#### EXTRACTED RECORDS
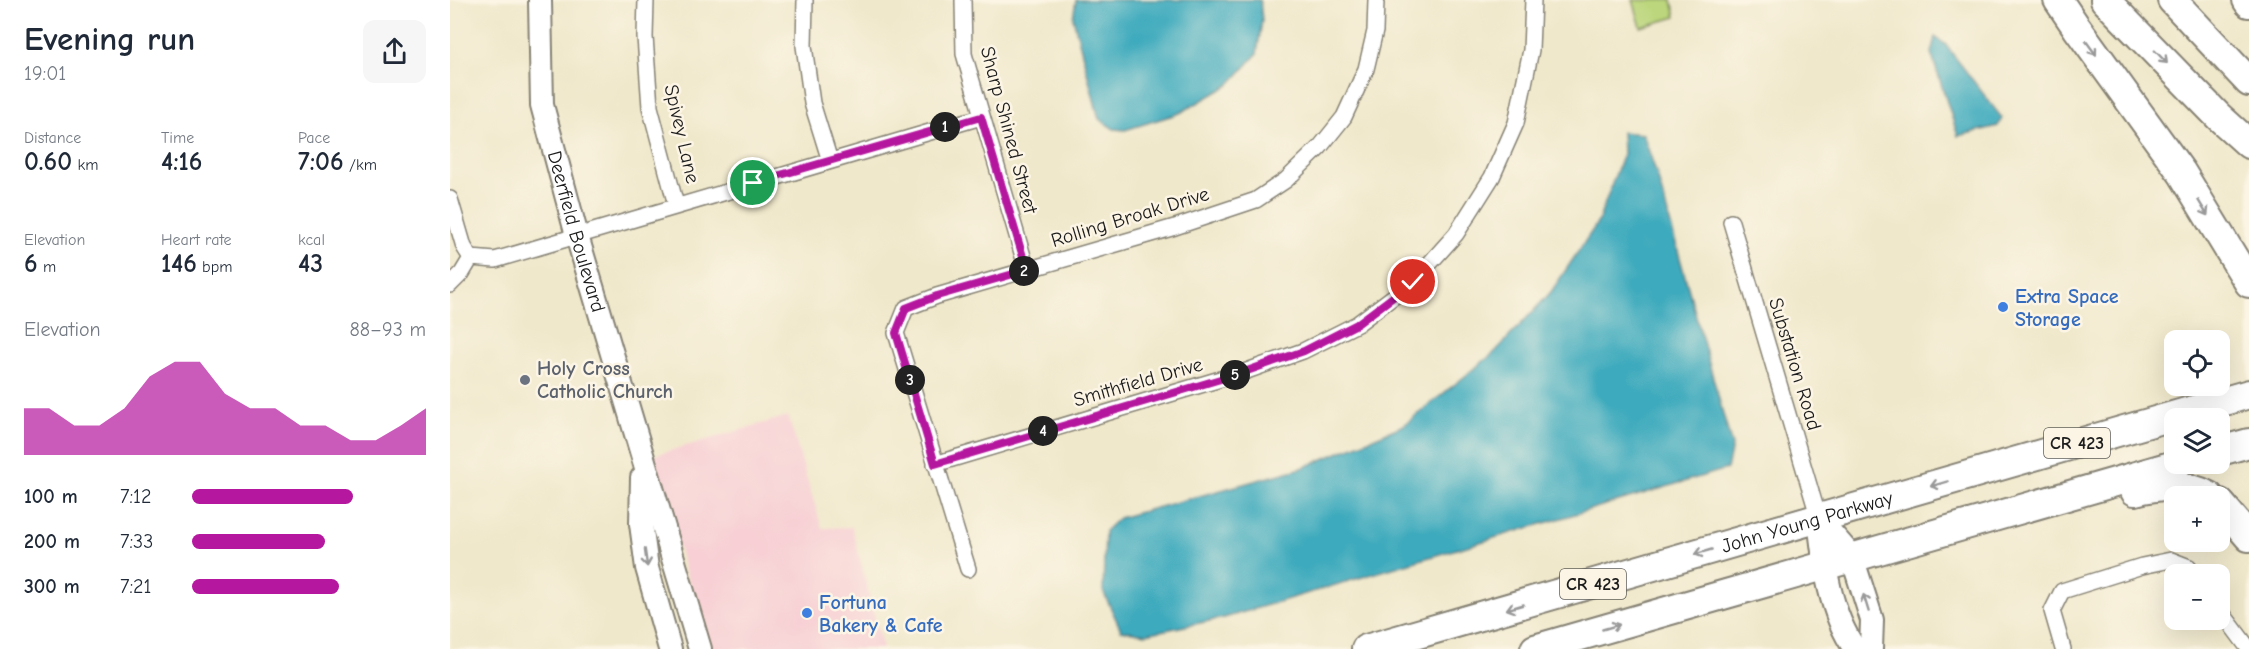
<!DOCTYPE html>
<html lang="en">
<head>
<meta charset="utf-8">
<style>
  :root { --surface:#fff; --page:#f6f6f7; --text:#1f2937; --muted:#747a83; --accent:#b5179e }
  body { margin:0; font-family:"Comic Neue",sans-serif; background:var(--page); color:var(--text); height:100vh; display:flex; flex-direction:column; font-size:22px; white-space:nowrap }
  * { box-sizing:border-box; margin:0 }
  p { font-size:20px; color:var(--muted) }
  .icon { flex:none; width:33px; height:33px; fill:none; stroke:currentColor; stroke-width:2; stroke-linecap:round; stroke-linejoin:round }
  .map { position:relative; flex:1; overflow:hidden }
  .sheet { display:flex; flex-direction:column; background:var(--surface); width:450px }
  .sheet>* { flex:none }
  .tools { position:absolute; left:1714px; top:330px; display:grid; gap:12px }
  .tools a { display:grid; place-items:center; width:66px; height:66px; border-radius:12px; background:var(--surface); box-shadow:0 6px 24px #0002; font-size:30px }
  .pin { position:absolute; display:grid; place-items:center; width:51px; height:51px; color:#fff; margin:-26px; border:3px solid #fff; border-radius:50%; box-shadow:0 2px 6px #0007 }
  .km { position:absolute; width:30px; height:30px; margin:-15px; border-radius:50%; background:#222; color:#fff; font-size:16px; line-height:30px; text-align:center }
  .round { display:grid; place-items:center; flex:none; width:63px; height:63px; border-radius:12px; background:var(--page) }
  .head { display:flex; align-items:center; justify-content:space-between; height:102px; padding:0 24px }
  h1 { font-size:33px; font-weight:700; line-height:45px }
  .figures { display:grid; grid-template-columns:repeat(3,1fr); gap:9px; height:102px; padding:6px 24px }
  .figures div { display:grid; align-content:center }
  .figures b { font-size:26px; font-weight:700 }
  .figures small { font-size:16px; font-weight:400 }
  .figures p { font-size:16px }
  .chart { height:168px; padding:12px 24px }
  .chart p { display:flex; justify-content:space-between }
  .chart svg { width:100%; height:108px; margin-top:6px; fill:var(--accent); opacity:.7 }
  ul { padding:0 24px; list-style:none; font-size:20px }
  li { display:grid; grid-template-columns:96px 72px 1fr; align-items:center; height:45px }
  li i { height:15px; border-radius:8px; background:var(--accent) }
  main { display:flex; flex:1; min-height:0 }
  .map>svg:first-child { display:block }
</style>
</head>
<body>
<main>
<section class="sheet">
<div class="head"><div><h1>Evening run</h1><p>19:01</p></div><a class="round"><svg class="icon" aria-label="share" viewBox="0 0 24 24"><path d="M12 15V3M7 8l5-5 5 5M5 13v7h14v-7"/></svg></a></div>
<div class="figures">
<div><p>Distance</p><b>0.60<small> km</small></b></div>
<div><p>Time</p><b>4:16</b></div>
<div><p>Pace</p><b>7:06<small> /km</small></b></div>
</div>
<div class="figures">
<div><p>Elevation</p><b>6<small> m</small></b></div>
<div><p>Heart rate</p><b>146<small> bpm</small></b></div>
<div><p>kcal</p><b>43</b></div>
</div>
<div class="chart"><p><span>Elevation</span>88–93 m</p>
<svg viewBox="0 0 160 44" preserveAspectRatio="none"><path d="M0 44V25L10 25L20 32L30 32L40 25L50 12L60 6L70 6L80 19L90 25L100 25L110 32L120 32L130 38L140 38L150 32L160 25V44z"/></svg>
</div>
<ul>
<li><b>100 m</b>7:12<i style="width:69%"></i></li>
<li><b>200 m</b>7:33<i style="width:57%"></i></li>
<li><b>300 m</b>7:21<i style="width:63%"></i></li>
</ul>
</section>
<div class="map">
<svg width="1799" height="649" viewBox="0 0 1799 649">
  <rect width="100%" height="100%" fill="#fcf5e5"/>
  <filter id="ink" filterUnits="userSpaceOnUse"><feTurbulence type="fractalNoise" baseFrequency=".0167" numOctaves="2"/><feDisplacementMap in="SourceGraphic" scale="12" xChannelSelector="R" yChannelSelector="G"/><feConvolveMatrix kernelMatrix="1 2 1 2 8 2 1 2 1" color-interpolation-filters="sRGB"/></filter>
  <filter id="wash" filterUnits="userSpaceOnUse"><feTurbulence type="fractalNoise" baseFrequency=".008" numOctaves="4" result="noise"/><feDisplacementMap in="SourceGraphic" scale="24" xChannelSelector="R" yChannelSelector="G"/><feGaussianBlur stdDeviation="1.35" result="paint"/><feColorMatrix in="noise" values="0 0 0 0 0 0 0 0 0 0 0 0 0 0 0 0 0 1.4 0 .05"/><feComposite in="paint" operator="in"/></filter>
  <g filter="url(#wash)">
    <rect width="100%" height="100%" fill="#f0e8cb"/>
    <path fill="#f7cfd4" d="M338,416L372,528L402,527L433,649H258L202,456Z"/>
    <path fill="#bbd67c" stroke="#6c794c" stroke-width="1.5" d="M1183,0H1222L1226,17L1191,27Z"/>
    <path fill="#3eaabd" stroke="#2d636c" stroke-width="1.5" d="M626,0H810L812,20L807,54L779,85L730,113L675,130L664,129L649,119L623,18Z
      M1485,37L1495,44L1552,118L1548,126L1508,136L1481,53Z
      M1172,132L1193,134L1207,175L1282,446L1277,469L774,618L696,634L671,630L653,591L655,531L669,518L852,468L954,425L1045,352L1101,292L1148,222L1173,154Z"/>
  </g>
  <g filter="url(#ink)">
    <g fill="none" stroke-linecap="round" stroke-linejoin="round">
      <defs>
        <path id="street" d="M196,0L195,37L200,107L226,205
          M355,0L354,46L362,103L380,161
          M513,0L514,54L577,270
          M0,199L14,247L21,258
          M1281,222L1369,519
          M21,258L45,260L531,117
          M0,285L12,273L21,258
          M485,464L794,372L853,351L907,324L963,282L1006,234L1042,177L1066,123L1081,50L1083,0
          M518,569L446,333L456,308L487,296L725,227L806,200L836,180L870,147L894,117L916,69L925,31L926,0
          M1770,610L1799,649
          M1613,649L1602,611L1612,591L1692,566L1721,560L1739,567L1744,574"/>
        <g id="secondary">
          <path id="s1" d="M90,0L92,105L127,236L250,649"/>
          <path d="M192,478L191,524L197,568L220,649"/>
          <path d="M1369,519L1402,557L1422,620L1421,649"/>
          <path d="M1369,519C1374,563 1379,612 1405,649"/>
        </g>
        <g id="highway">
          <path d="M1608,0L1627,28L1732,173L1799,283"/>
          <path d="M1655,0L1769,117L1799,144"/>
          <path d="M1722,0L1799,82"/>
          <path d="M1797,0L1799,3"/>
          <path d="M1770,451L1799,443"/>
          <path d="M1685,491C1711,484 1735,483 1759,496"/>
          <path d="M1770,503L1799,537"/>
          <path id="s2" d="M916,649L1799,394"/>
          <path d="M1085,649L1728,464"/>
        </g>
      </defs>
      <use href="#street" stroke="#868274" stroke-width="18"/>
      <use href="#secondary" stroke="#868274" stroke-width="26"/>
      <use href="#highway" stroke="#868274" stroke-width="32"/>
      <use href="#street" stroke="#fff" stroke-width="15"/>
      <use href="#secondary" stroke="#fff" stroke-width="22"/>
      <use href="#highway" stroke="#fff" stroke-width="28"/>
    </g>
    <defs><path id="oneway-shaft" d="M-6 0H5M1.5-3L5.5 0L1.5 3" fill="none" stroke-width="1.6" stroke-linecap="round" stroke-linejoin="round" transform="scale(1.5)"/></defs>
    <g stroke="#999">
      <use href="#oneway-shaft" transform="translate(1641 48) rotate(54)"/>
      <use href="#oneway-shaft" transform="translate(1711 57) rotate(46)"/>
      <use href="#oneway-shaft" transform="translate(1753 208) rotate(59)"/>
      <use href="#oneway-shaft" transform="translate(1489 484) rotate(164)"/>
      <use href="#oneway-shaft" transform="translate(1253 552) rotate(164)"/>
      <use href="#oneway-shaft" transform="translate(196 558) rotate(82)"/>
      <use href="#oneway-shaft" transform="translate(1416 603) rotate(-107)"/>
      <use href="#oneway-shaft" transform="translate(1065 607) rotate(164)"/>
      <use href="#oneway-shaft" transform="translate(1161 627) rotate(-16)"/>
    </g>
  </g>
  <g fill="none" stroke-linecap="round" stroke-linejoin="round" filter="url(#ink)">
    <defs>
      <path id="route" d="M303,183L531,117L577,270L487,296L456,308L446,333L485,464L794,372L854,351L907,324L963,282"/>
    </defs>
    <use href="#route" stroke="#fff" stroke-width="12"/>
    <use href="#route" stroke="#b5179e" stroke-width="8"/>
  </g>
  <g fill="#3f7fe0" stroke="#fcf5e5" stroke-width="2">
    <circle cx="1553" cy="307" r="6"/>
    <circle cx="357" cy="613" r="6"/>
  </g>
  <circle fill="#6b7280" stroke="#fcf5e5" stroke-width="2" cx="75" cy="380" r="6"/>
  <g text-anchor="middle" dominant-baseline="central" stroke-width="5" stroke-linejoin="round" paint-order="stroke">
    <g fill="#fcf5e5" stroke="#5f5d58" stroke-width="1.5">
      <rect x="1594" y="428" width="66" height="30" rx="4.5"/>
      <rect x="1110" y="569" width="66" height="30" rx="4.5"/>
    </g>
    <g font-size="18" font-weight="bold" fill="#1c1c1c">
      <text x="1627" y="443">CR 423</text>
      <text x="1143" y="584">CR 423</text>
    </g>
    <g font-size="20" fill="#1c1c1c" stroke="#fcf5e5">
      <text transform="translate(559 130) rotate(75)">Sharp Shined Street</text>
      <text transform="translate(232 134) rotate(77)">Spivey Lane</text>
      <text transform="translate(680 217) rotate(-17)">Rolling Broak Drive</text>
      <text stroke="none"><textPath href="#s1" startOffset="236">Deerfield Boulevard</textPath></text>
      <text transform="translate(1345 364) rotate(73)">Substation Road</text>
      <text transform="translate(688 382) rotate(-16)">Smithfield Drive</text>
      <text stroke="none"><textPath href="#s2" startOffset="459">John Young Parkway</textPath></text>
    </g>
    <g font-size="20" font-weight="bold" fill="#366cbe" stroke="#fcf5e5" text-anchor="start">
      <text x="1565" y="296">Extra Space<tspan x="1565" dy="23">Storage</tspan></text>
      <text x="369" y="602">Fortuna<tspan x="369" dy="23">Bakery &amp; Cafe</tspan></text>
    </g>
    <g font-size="20" font-weight="bold" fill="#5b616d" stroke="#fcf5e5" text-anchor="start">
      <text x="87" y="368">Holy Cross<tspan x="87" dy="23">Catholic Church</tspan></text>
    </g>
  </g>
</svg>
<div class="tools">
<a><svg class="icon" aria-label="locate" viewBox="0 0 24 24"><circle cx="12" cy="12" r="6"/><path d="M12 2v4M12 18v4M2 12h4M18 12h4"/></svg></a>
<a><svg class="icon" aria-label="layers" viewBox="0 0 24 24"><path d="M12 4l9 5-9 5-9-5zM3 14l9 5 9-5"/></svg></a>
<a>+</a>
<a>−</a>
</div>
<div class="pin" style="left:303px;top:183px;background:#1e9e55"><svg class="icon" aria-label="arrive" viewBox="0 0 24 24"><path d="M6 21V4h12l-3 4 3 4H6"/></svg></div>
<div class="pin" style="left:963px;top:282px;background:#d93025"><svg class="icon" aria-label="check" viewBox="0 0 24 24"><path d="M5 12l5 5 9-10"/></svg></div>
<b class="km" style="left:495px;top:127px">1</b>
<b class="km" style="left:574px;top:271px">2</b>
<b class="km" style="left:460px;top:380px">3</b>
<b class="km" style="left:593px;top:431px">4</b>
<b class="km" style="left:785px;top:375px">5</b>
</div>
</main>
</body>
</html>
########
▶ _ACTIVITY_
Show all of the lines above in which "justify" is present.

▶ _ANSWER FOR THIS EXERCISE_
  .head { display:flex; align-items:center; justify-content:space-between; height:102px; padding:0 24px }
  .chart p { display:flex; justify-content:space-between }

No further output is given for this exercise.